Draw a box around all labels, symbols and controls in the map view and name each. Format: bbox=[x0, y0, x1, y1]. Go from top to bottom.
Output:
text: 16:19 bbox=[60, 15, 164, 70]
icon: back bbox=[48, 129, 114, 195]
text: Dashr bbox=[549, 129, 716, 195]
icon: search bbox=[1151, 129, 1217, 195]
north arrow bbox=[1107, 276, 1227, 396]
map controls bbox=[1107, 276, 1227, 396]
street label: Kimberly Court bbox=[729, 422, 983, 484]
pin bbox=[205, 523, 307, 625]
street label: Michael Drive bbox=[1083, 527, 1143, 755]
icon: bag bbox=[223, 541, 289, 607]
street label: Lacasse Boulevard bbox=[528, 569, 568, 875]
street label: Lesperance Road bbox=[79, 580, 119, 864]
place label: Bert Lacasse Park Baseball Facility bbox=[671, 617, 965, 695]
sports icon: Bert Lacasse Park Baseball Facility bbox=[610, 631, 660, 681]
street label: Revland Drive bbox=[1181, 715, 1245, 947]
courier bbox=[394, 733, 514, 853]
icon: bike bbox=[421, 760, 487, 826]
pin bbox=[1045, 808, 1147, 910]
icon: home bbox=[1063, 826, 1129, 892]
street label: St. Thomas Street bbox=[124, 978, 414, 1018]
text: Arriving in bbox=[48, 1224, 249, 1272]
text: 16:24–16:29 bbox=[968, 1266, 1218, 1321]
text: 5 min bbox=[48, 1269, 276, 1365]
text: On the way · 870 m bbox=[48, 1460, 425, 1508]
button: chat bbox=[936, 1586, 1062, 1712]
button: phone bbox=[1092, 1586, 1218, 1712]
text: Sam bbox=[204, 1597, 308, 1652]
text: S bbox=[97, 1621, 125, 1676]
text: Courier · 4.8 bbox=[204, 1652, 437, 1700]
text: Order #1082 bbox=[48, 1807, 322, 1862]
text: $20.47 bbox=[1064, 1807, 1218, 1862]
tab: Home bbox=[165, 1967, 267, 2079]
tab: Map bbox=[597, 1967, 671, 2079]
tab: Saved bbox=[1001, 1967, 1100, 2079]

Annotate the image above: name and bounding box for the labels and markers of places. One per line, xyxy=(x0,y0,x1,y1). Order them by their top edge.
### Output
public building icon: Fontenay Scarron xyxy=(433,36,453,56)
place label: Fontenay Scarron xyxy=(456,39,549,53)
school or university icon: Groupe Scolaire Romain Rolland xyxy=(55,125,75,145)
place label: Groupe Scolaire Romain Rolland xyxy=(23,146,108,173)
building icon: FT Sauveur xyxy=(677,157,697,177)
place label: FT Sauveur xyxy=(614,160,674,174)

__________

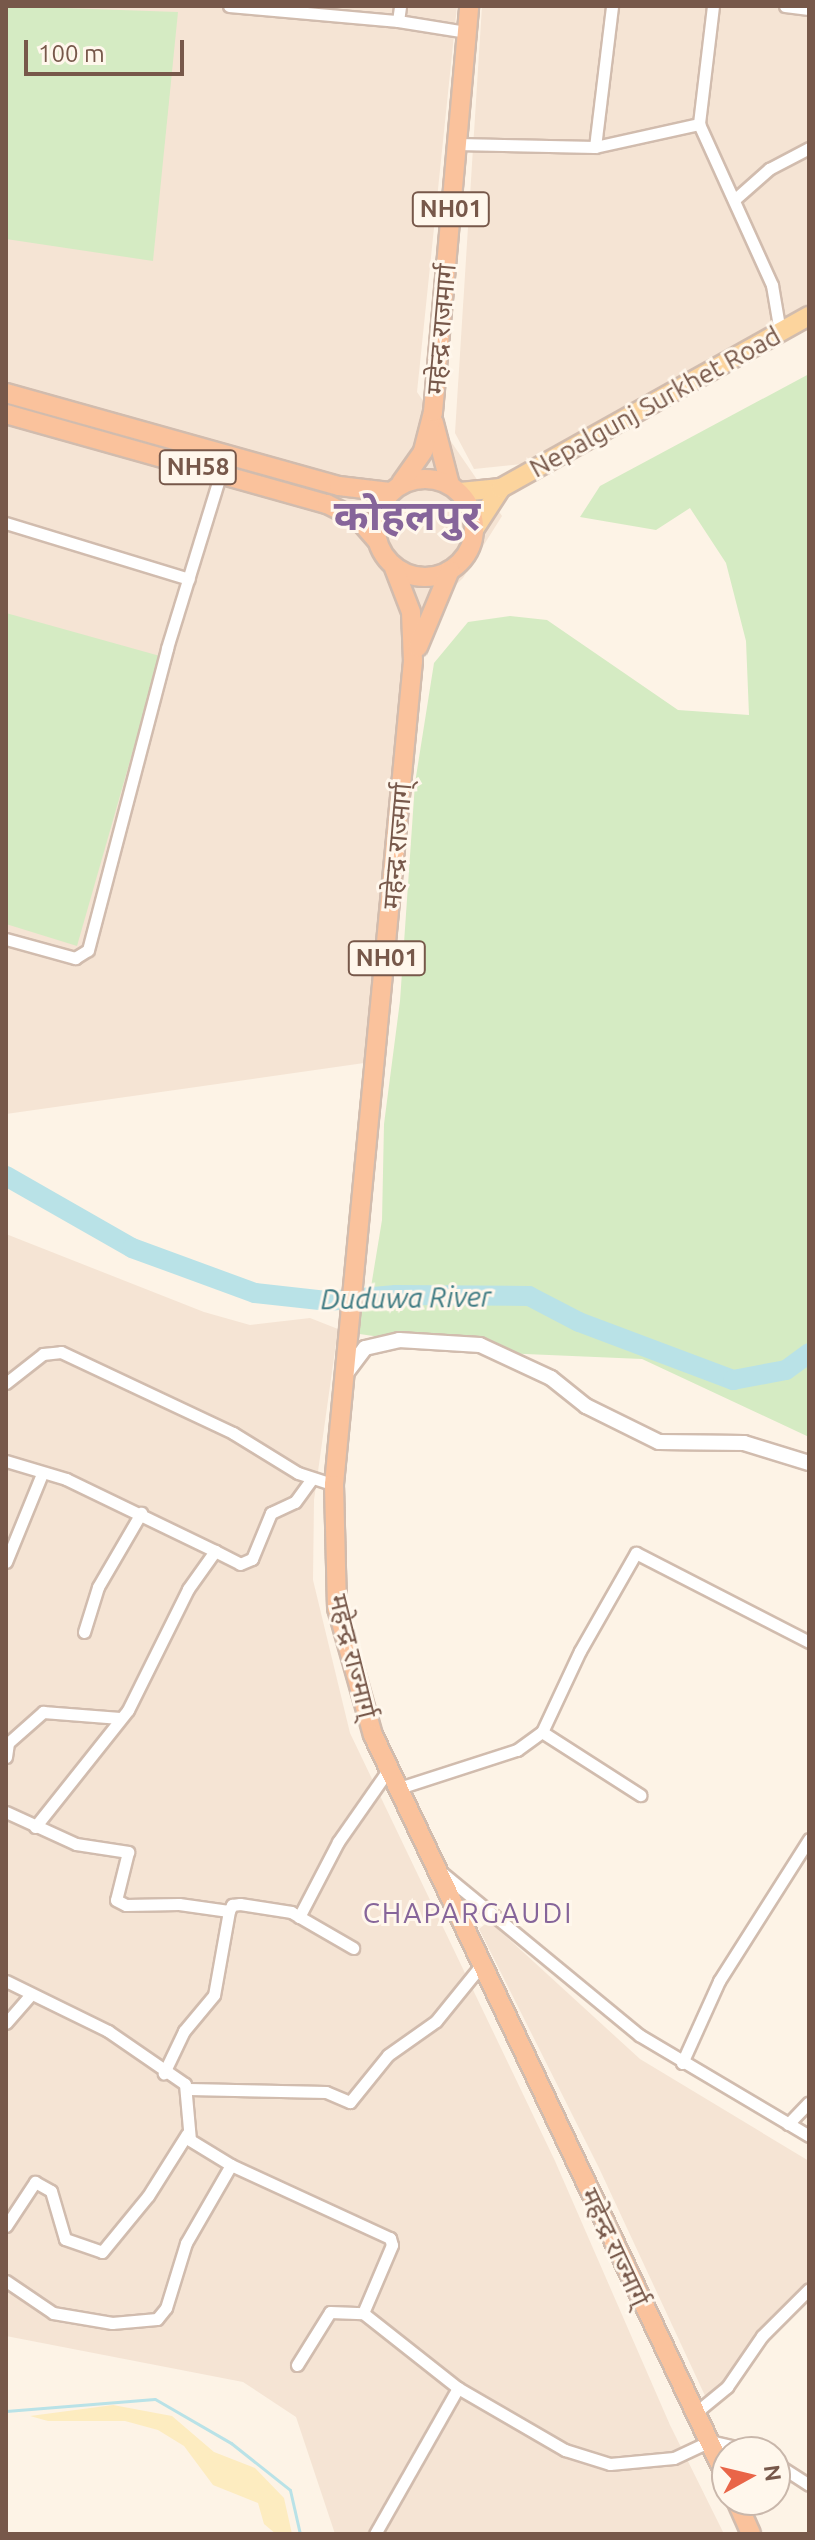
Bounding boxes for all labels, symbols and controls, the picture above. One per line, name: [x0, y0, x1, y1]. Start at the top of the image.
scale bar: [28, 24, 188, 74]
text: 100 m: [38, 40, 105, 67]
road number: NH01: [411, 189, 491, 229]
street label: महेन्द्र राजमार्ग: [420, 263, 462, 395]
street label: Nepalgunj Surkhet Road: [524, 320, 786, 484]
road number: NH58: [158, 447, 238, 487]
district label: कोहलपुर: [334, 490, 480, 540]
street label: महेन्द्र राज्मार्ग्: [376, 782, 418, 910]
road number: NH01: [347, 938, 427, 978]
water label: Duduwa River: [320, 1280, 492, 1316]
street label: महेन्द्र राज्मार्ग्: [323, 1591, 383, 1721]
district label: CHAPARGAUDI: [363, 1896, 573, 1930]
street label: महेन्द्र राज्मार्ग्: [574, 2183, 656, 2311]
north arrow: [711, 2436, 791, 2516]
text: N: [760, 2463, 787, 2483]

__________

** TASK **
Reproduce, exactly as they stand in the data above, the lines from the one that holds "Draw a box around" to the one that holds "Annotate the image", inclusive.

** WRITTEN ANSWER **
Draw a box around all labels, symbols and controls in the map view and name each. Format: bbox=[x0, y0, x1, y1]. Go from top to bottom.
Output:
text: 16:19 bbox=[60, 15, 164, 70]
icon: back bbox=[48, 129, 114, 195]
text: Dashr bbox=[549, 129, 716, 195]
icon: search bbox=[1151, 129, 1217, 195]
north arrow bbox=[1107, 276, 1227, 396]
map controls bbox=[1107, 276, 1227, 396]
street label: Kimberly Court bbox=[729, 422, 983, 484]
pin bbox=[205, 523, 307, 625]
street label: Michael Drive bbox=[1083, 527, 1143, 755]
icon: bag bbox=[223, 541, 289, 607]
street label: Lacasse Boulevard bbox=[528, 569, 568, 875]
street label: Lesperance Road bbox=[79, 580, 119, 864]
place label: Bert Lacasse Park Baseball Facility bbox=[671, 617, 965, 695]
sports icon: Bert Lacasse Park Baseball Facility bbox=[610, 631, 660, 681]
street label: Revland Drive bbox=[1181, 715, 1245, 947]
courier bbox=[394, 733, 514, 853]
icon: bike bbox=[421, 760, 487, 826]
pin bbox=[1045, 808, 1147, 910]
icon: home bbox=[1063, 826, 1129, 892]
street label: St. Thomas Street bbox=[124, 978, 414, 1018]
text: Arriving in bbox=[48, 1224, 249, 1272]
text: 16:24–16:29 bbox=[968, 1266, 1218, 1321]
text: 5 min bbox=[48, 1269, 276, 1365]
text: On the way · 870 m bbox=[48, 1460, 425, 1508]
button: chat bbox=[936, 1586, 1062, 1712]
button: phone bbox=[1092, 1586, 1218, 1712]
text: Sam bbox=[204, 1597, 308, 1652]
text: S bbox=[97, 1621, 125, 1676]
text: Courier · 4.8 bbox=[204, 1652, 437, 1700]
text: Order #1082 bbox=[48, 1807, 322, 1862]
text: $20.47 bbox=[1064, 1807, 1218, 1862]
tab: Home bbox=[165, 1967, 267, 2079]
tab: Map bbox=[597, 1967, 671, 2079]
tab: Saved bbox=[1001, 1967, 1100, 2079]

Annotate the image above: name and bounding box for the labels and markers of places. One per line, xyxy=(x0,y0,x1,y1). Order them by their top edge.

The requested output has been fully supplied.